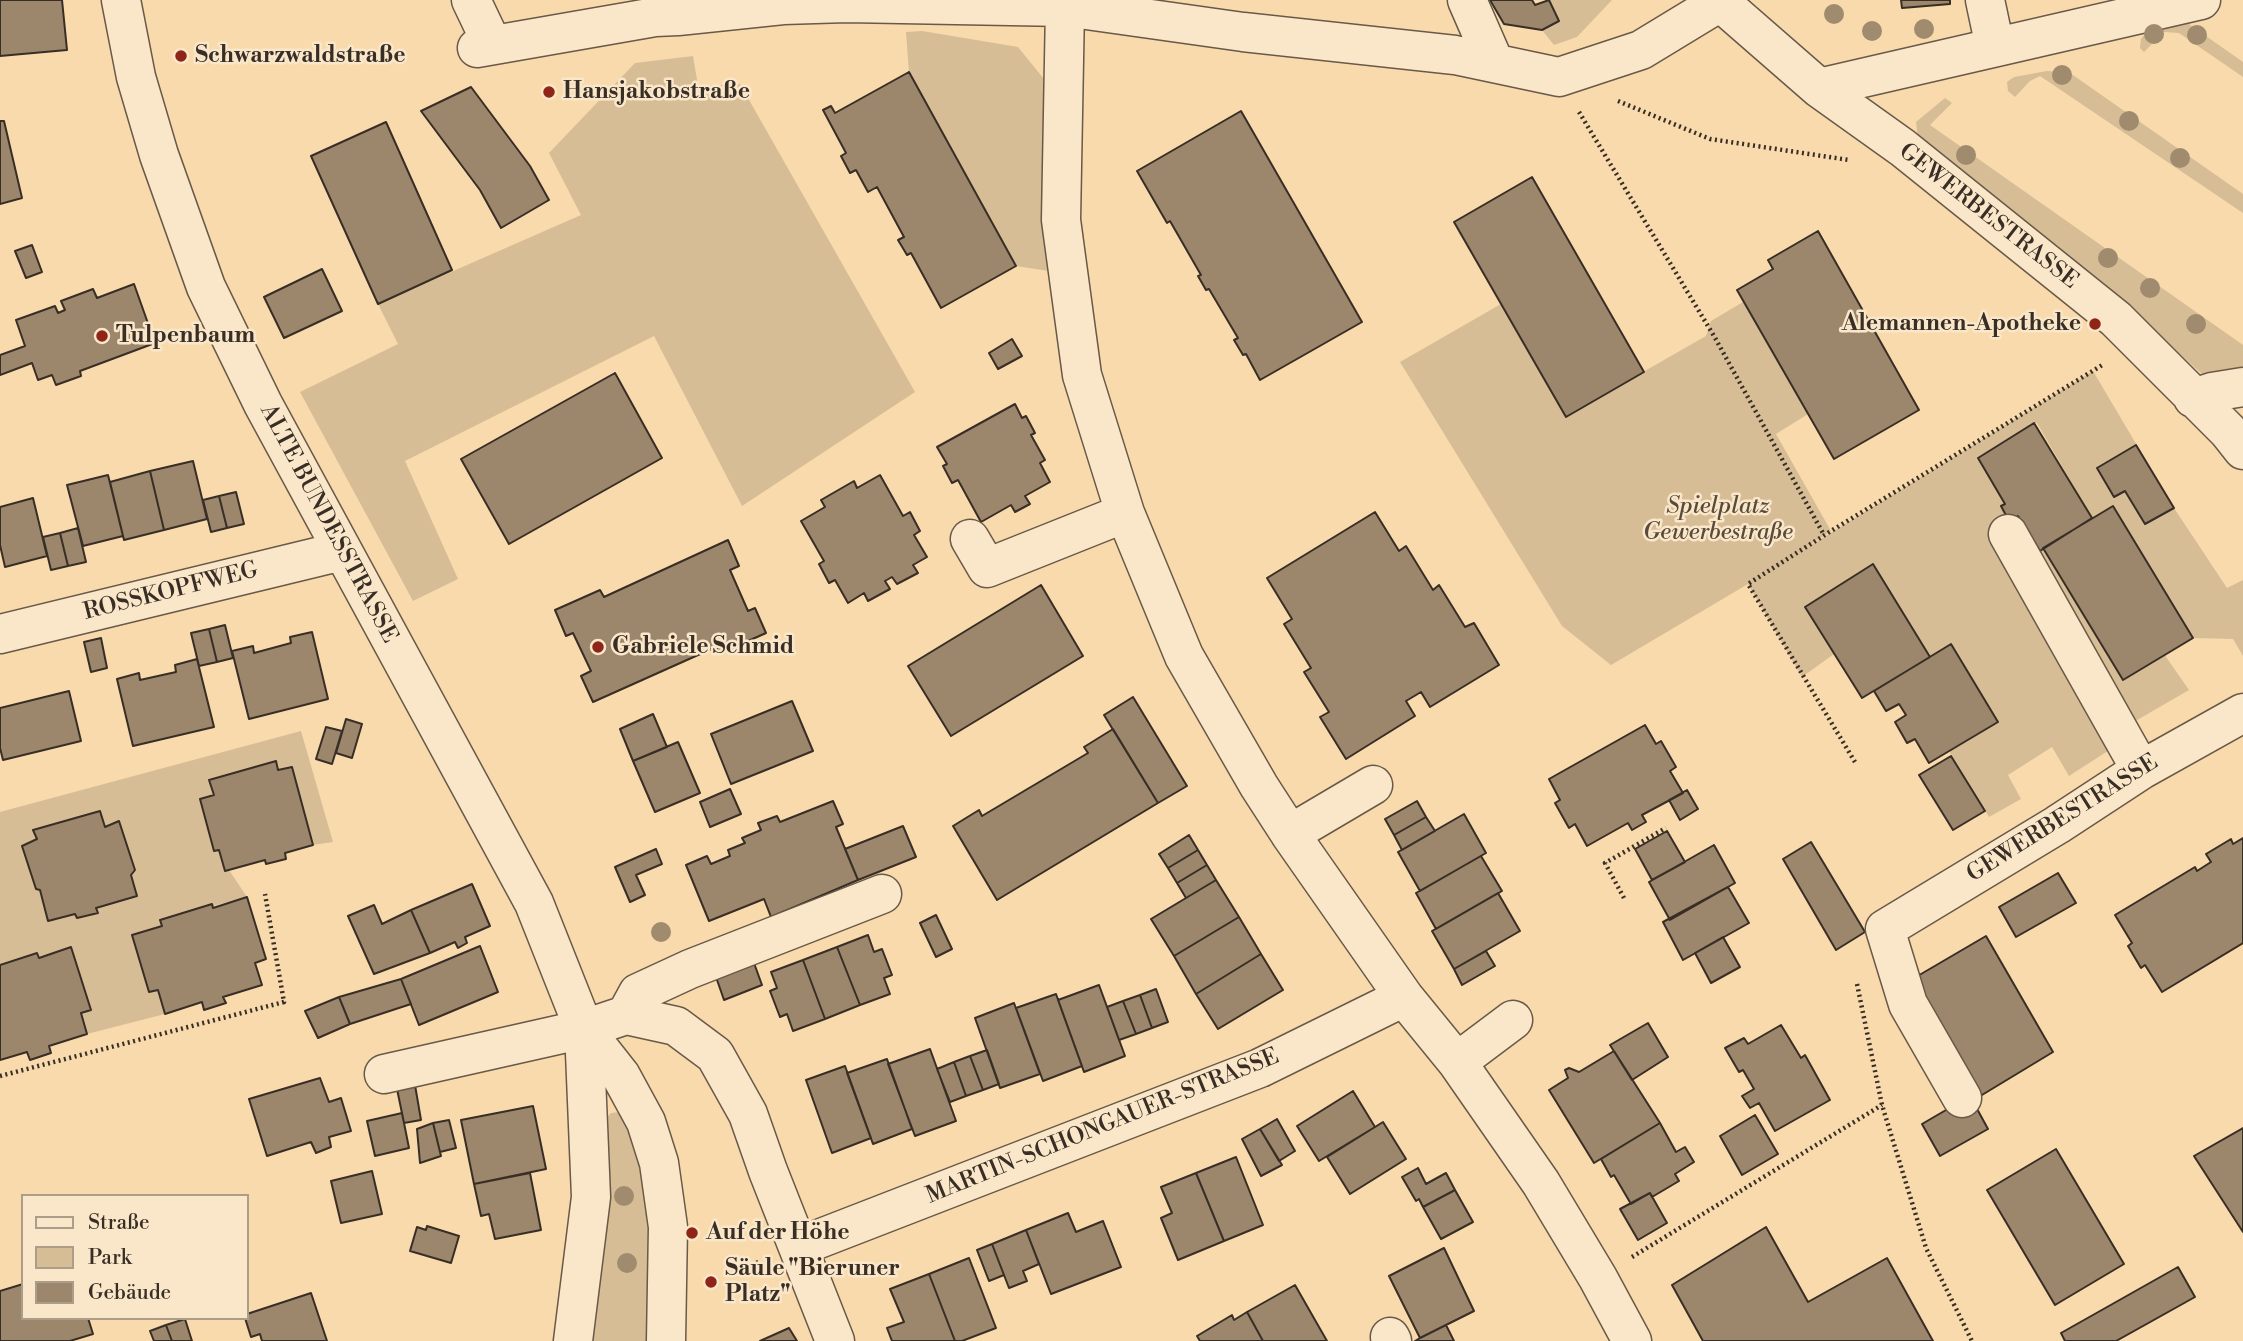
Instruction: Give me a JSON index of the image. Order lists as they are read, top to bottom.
{
  "streets": {
    "street": [
      "GEWERBESTRASSE",
      "ALTE BUNDESSTRASSE",
      "ROSSKOPFWEG",
      "MARTIN-SCHONGAUER-STRASSE"
    ]
  },
  "crossings": [
    ["ALTE BUNDESSTRASSE", "ROSSKOPFWEG"]
  ],
  "parks": ["Spielplatz Gewerbestraße"],
  "places": [
    "Schwarzwaldstraße",
    "Hansjakobstraße",
    "Alemannen-Apotheke",
    "Tulpenbaum",
    "Gabriele Schmid",
    "Auf der Höhe",
    "Säule \"Bieruner Platz\""
  ],
  "legend": ["Straße", "Park", "Gebäude"]
}
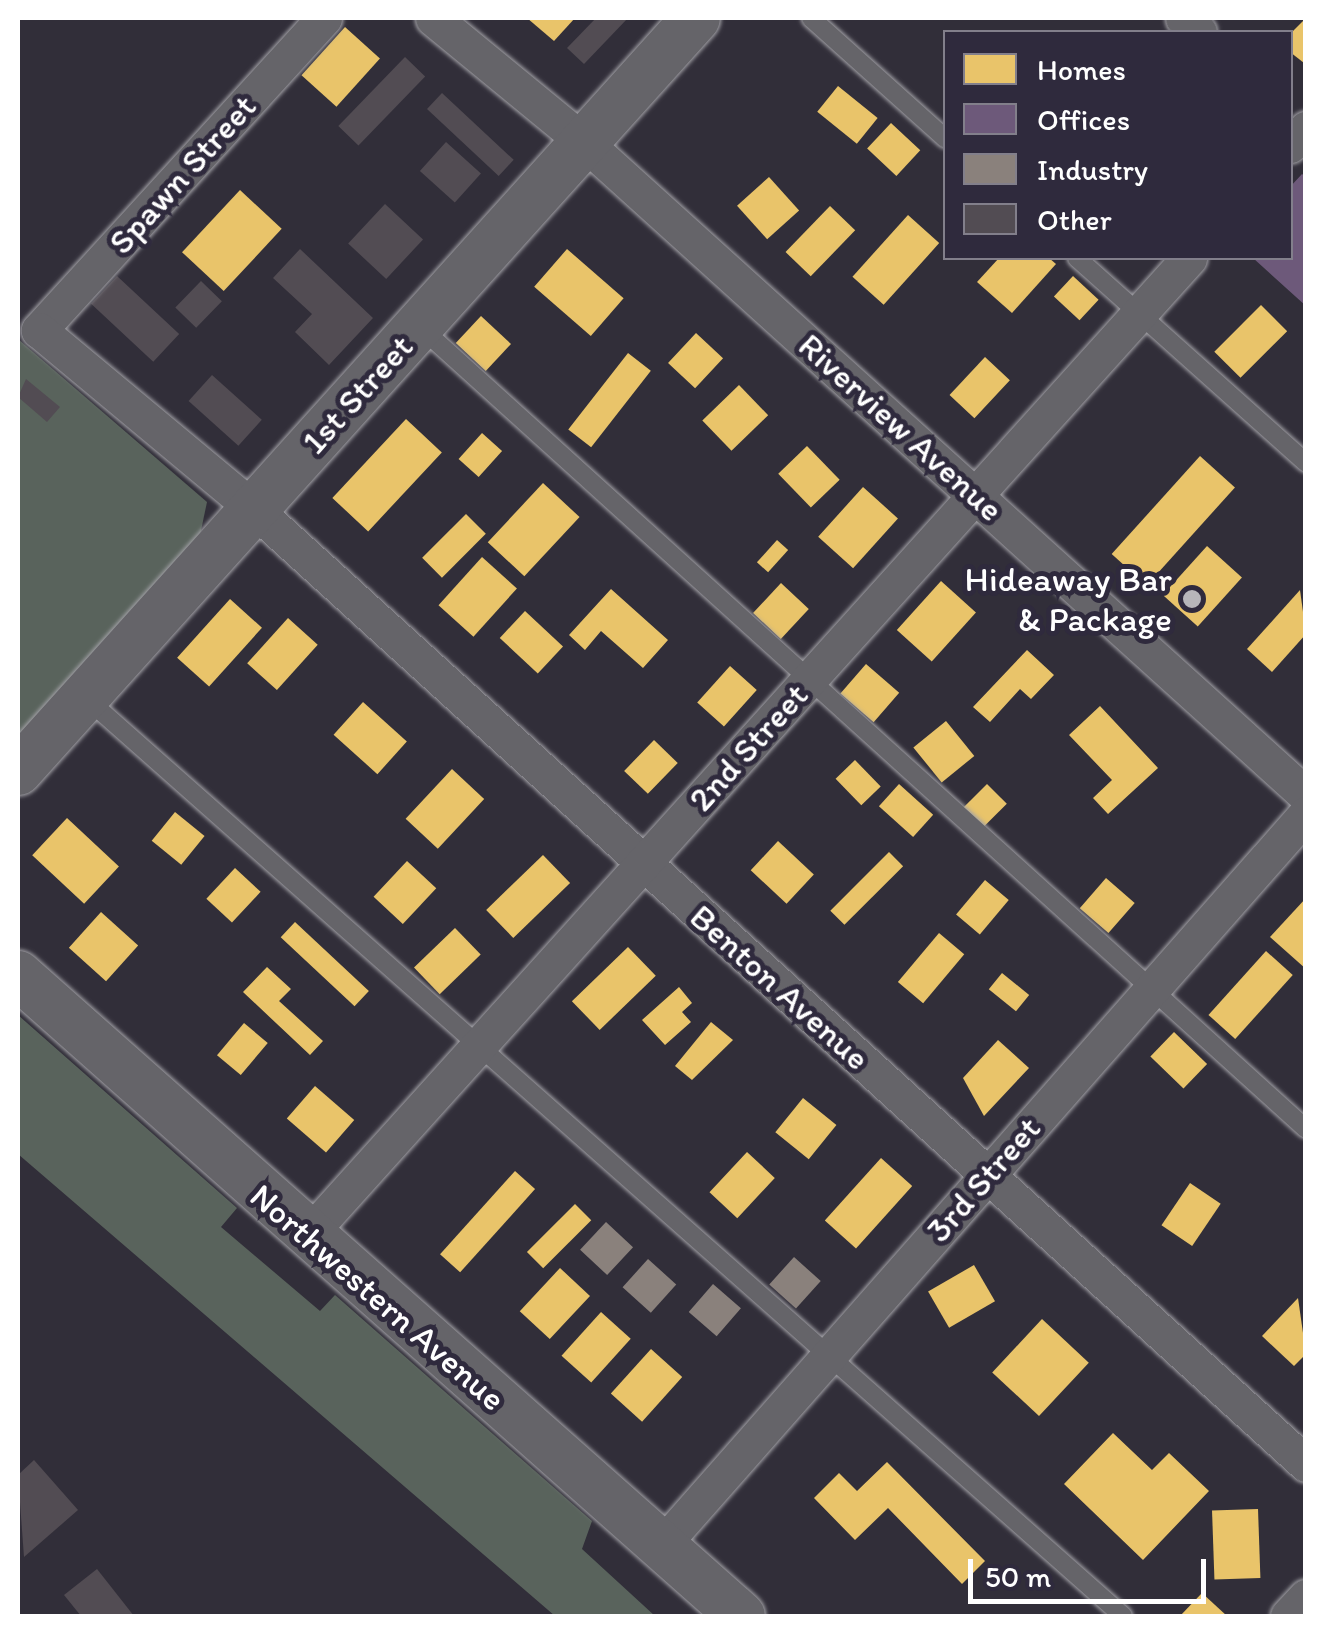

*-*-*

WHAT IS BEING ASKED
In your copy, repeat the records above exactly and include no images.

THE ANSWER
Instruction: Give me a JSON index of the image. Order lists as they are read, top to bottom.
{
  "streets": {
    "street": [
      "GEWERBESTRASSE",
      "ALTE BUNDESSTRASSE",
      "ROSSKOPFWEG",
      "MARTIN-SCHONGAUER-STRASSE"
    ]
  },
  "crossings": [
    ["ALTE BUNDESSTRASSE", "ROSSKOPFWEG"]
  ],
  "parks": ["Spielplatz Gewerbestraße"],
  "places": [
    "Schwarzwaldstraße",
    "Hansjakobstraße",
    "Alemannen-Apotheke",
    "Tulpenbaum",
    "Gabriele Schmid",
    "Auf der Höhe",
    "Säule \"Bieruner Platz\""
  ],
  "legend": ["Straße", "Park", "Gebäude"]
}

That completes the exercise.